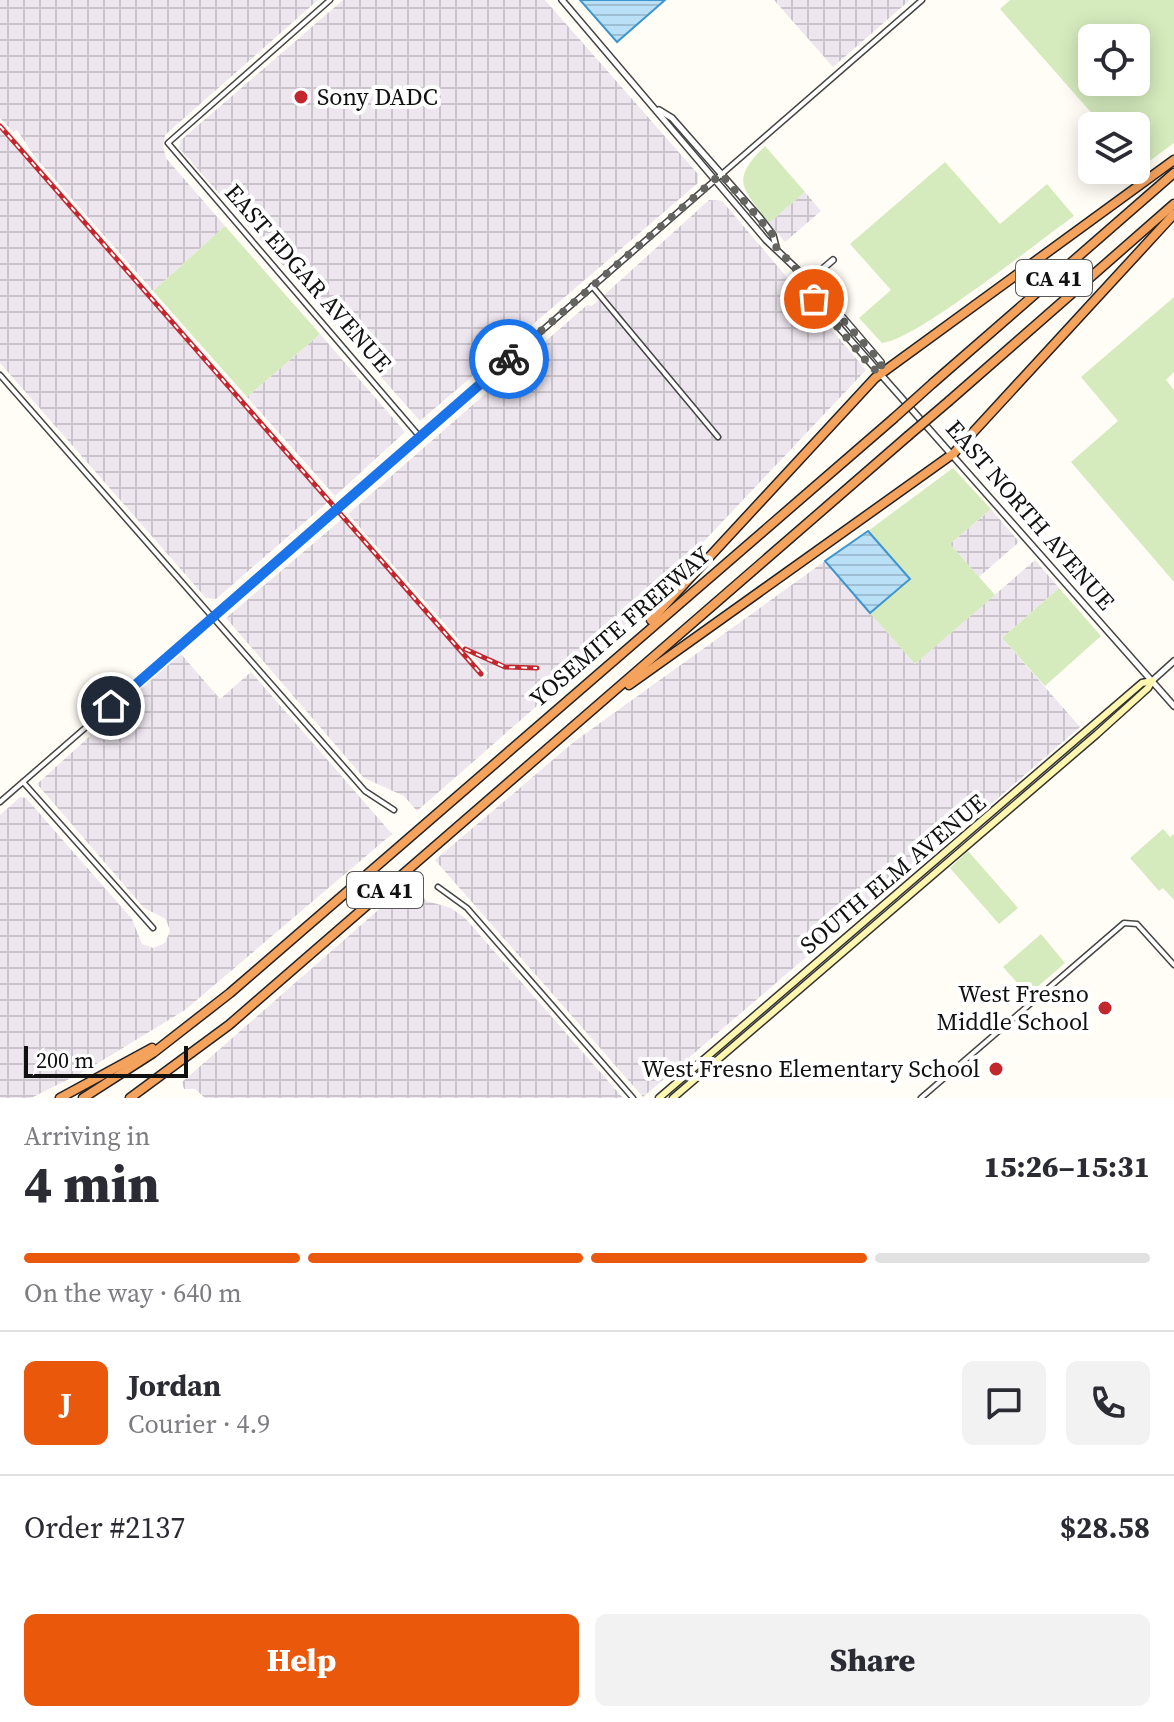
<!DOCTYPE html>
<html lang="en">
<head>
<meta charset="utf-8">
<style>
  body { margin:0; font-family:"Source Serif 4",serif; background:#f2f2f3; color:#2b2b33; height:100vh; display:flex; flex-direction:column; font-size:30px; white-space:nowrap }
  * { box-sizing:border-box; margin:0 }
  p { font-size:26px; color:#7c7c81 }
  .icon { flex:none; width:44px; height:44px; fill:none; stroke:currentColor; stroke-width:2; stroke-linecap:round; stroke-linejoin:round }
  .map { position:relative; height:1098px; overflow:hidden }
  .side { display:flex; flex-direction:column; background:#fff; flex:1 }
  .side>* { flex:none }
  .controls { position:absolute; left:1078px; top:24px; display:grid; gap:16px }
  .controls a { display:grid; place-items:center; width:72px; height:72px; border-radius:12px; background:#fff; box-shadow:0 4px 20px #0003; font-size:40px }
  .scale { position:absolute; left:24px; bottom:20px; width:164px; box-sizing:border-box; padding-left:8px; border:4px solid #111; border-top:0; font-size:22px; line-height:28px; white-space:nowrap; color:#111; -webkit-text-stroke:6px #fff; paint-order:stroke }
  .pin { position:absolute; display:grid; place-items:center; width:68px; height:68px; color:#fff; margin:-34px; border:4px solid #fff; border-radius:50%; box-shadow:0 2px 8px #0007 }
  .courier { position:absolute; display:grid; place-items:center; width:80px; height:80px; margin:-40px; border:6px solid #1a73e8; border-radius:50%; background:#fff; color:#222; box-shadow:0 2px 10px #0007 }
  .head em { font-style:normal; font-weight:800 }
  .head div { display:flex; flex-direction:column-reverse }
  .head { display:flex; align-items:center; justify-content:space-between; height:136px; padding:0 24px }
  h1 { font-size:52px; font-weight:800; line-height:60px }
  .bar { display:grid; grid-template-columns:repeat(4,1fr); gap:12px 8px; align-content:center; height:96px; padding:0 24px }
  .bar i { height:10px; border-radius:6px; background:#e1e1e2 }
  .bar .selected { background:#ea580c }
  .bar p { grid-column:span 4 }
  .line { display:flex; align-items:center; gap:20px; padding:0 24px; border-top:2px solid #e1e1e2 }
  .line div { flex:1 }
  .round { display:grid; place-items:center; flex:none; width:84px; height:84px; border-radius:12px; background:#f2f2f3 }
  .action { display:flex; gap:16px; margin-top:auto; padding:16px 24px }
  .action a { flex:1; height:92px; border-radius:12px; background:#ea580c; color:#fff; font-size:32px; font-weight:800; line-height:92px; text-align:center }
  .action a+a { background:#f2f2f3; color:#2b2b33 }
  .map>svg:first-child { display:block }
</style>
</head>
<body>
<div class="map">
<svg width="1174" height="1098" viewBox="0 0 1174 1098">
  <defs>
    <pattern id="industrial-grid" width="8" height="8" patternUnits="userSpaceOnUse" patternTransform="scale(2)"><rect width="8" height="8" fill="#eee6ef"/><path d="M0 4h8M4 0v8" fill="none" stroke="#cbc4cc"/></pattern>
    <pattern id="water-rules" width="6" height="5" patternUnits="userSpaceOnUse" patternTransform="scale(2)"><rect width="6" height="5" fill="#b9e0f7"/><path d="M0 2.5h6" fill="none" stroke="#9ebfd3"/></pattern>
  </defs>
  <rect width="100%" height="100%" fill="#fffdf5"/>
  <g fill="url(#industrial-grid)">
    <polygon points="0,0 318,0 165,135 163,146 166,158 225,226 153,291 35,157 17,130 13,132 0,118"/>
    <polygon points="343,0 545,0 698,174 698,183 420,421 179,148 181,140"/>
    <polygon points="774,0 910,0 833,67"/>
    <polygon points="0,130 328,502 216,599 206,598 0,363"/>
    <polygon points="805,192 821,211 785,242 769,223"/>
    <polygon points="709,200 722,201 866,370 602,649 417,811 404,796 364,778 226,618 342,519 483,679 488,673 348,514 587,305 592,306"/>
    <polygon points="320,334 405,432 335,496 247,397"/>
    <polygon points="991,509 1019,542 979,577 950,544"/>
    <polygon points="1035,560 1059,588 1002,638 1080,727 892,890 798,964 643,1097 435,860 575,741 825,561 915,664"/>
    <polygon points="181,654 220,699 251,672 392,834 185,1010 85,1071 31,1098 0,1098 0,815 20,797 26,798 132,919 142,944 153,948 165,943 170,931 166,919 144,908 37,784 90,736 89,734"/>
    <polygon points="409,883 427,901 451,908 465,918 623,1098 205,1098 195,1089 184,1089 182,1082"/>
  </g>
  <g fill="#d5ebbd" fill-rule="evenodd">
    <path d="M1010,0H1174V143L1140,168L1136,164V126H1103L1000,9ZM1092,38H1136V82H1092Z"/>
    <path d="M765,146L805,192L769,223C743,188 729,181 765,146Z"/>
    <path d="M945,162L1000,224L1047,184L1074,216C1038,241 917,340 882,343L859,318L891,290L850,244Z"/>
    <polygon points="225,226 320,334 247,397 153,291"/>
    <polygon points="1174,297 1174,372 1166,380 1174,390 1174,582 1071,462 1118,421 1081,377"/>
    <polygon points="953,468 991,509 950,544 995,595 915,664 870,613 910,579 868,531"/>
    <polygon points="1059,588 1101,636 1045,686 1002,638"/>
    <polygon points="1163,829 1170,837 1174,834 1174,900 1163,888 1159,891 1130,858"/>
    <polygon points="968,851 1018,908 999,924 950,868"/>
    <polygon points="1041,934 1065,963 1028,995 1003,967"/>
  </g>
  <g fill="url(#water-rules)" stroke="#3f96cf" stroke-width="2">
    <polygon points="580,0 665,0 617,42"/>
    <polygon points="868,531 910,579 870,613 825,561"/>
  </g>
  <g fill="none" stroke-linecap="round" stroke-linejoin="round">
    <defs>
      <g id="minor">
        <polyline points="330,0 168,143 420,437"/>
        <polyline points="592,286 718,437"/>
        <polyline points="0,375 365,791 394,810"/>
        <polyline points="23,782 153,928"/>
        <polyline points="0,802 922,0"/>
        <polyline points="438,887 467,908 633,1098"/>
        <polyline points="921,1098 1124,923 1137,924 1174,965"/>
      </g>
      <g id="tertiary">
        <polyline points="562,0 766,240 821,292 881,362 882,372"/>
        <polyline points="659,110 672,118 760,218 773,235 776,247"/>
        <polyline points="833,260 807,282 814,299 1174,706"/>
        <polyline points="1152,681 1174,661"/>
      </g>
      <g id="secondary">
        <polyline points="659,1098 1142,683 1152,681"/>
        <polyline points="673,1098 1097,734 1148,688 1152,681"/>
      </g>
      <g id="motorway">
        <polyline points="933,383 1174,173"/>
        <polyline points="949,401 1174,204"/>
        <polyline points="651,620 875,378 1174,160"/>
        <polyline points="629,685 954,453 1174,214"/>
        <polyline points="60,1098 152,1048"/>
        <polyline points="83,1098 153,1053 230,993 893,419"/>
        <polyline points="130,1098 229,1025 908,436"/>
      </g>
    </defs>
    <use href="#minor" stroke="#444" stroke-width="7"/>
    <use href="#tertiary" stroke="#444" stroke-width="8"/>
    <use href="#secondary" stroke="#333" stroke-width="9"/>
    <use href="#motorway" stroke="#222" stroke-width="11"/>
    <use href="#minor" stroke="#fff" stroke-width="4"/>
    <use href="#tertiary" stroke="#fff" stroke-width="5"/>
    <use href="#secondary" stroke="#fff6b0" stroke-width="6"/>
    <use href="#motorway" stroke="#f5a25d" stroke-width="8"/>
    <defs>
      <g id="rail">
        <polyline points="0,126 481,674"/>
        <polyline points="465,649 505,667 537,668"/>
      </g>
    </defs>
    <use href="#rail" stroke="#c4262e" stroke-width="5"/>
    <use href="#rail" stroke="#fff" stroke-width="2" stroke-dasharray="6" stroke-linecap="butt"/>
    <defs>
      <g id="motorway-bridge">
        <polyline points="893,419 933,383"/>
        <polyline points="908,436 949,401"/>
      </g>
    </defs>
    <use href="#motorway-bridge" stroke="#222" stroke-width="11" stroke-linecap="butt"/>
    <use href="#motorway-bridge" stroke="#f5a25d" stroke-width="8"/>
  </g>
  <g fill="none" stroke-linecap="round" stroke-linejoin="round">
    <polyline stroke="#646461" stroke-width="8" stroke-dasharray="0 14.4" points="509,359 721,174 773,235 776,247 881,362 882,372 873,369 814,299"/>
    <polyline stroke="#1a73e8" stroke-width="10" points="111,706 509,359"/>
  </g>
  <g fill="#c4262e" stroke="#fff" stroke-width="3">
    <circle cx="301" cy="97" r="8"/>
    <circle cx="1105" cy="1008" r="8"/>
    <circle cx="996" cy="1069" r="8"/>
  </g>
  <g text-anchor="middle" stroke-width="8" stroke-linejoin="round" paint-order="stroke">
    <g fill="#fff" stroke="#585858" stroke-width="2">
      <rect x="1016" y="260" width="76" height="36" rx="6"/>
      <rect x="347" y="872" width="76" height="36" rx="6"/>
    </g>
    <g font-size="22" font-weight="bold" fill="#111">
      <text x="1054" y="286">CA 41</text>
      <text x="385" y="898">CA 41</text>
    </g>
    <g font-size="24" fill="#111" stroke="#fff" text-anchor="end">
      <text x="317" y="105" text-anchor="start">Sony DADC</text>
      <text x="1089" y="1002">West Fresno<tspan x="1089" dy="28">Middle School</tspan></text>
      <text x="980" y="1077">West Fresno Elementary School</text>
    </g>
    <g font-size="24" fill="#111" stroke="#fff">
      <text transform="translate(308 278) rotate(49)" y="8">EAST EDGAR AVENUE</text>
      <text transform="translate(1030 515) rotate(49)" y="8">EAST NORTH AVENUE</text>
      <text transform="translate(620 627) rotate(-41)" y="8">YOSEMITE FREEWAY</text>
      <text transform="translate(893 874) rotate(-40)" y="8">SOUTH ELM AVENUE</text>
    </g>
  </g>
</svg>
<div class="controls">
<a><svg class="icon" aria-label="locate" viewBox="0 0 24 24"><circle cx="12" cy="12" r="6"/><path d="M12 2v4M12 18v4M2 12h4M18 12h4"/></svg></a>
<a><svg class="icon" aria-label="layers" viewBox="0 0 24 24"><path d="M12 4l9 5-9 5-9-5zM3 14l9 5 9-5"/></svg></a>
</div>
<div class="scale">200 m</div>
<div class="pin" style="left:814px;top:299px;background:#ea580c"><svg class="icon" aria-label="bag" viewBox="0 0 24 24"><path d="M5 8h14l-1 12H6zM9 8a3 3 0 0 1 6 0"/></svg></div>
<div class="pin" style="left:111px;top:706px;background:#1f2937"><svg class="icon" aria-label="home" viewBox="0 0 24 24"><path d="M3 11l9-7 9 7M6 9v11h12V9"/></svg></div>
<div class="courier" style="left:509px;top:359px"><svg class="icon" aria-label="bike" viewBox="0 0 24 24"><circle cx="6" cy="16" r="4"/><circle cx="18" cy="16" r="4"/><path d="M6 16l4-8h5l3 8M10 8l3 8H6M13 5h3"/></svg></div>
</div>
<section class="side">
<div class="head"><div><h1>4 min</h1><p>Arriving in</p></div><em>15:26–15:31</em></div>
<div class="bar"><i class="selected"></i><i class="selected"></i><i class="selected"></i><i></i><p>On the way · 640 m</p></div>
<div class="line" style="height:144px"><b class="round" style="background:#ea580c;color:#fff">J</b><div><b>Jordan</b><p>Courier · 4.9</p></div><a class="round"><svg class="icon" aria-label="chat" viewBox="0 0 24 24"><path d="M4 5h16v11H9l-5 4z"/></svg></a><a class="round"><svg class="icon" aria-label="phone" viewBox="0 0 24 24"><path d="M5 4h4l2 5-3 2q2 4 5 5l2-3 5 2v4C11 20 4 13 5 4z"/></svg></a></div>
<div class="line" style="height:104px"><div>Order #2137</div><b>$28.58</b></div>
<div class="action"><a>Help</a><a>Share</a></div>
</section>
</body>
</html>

◆ ◆ ◆ ◆

- _TASK GOAL_
Only a number should be given: the count of lines above that contain the word "content".

- _SOLUTION BELOW_
2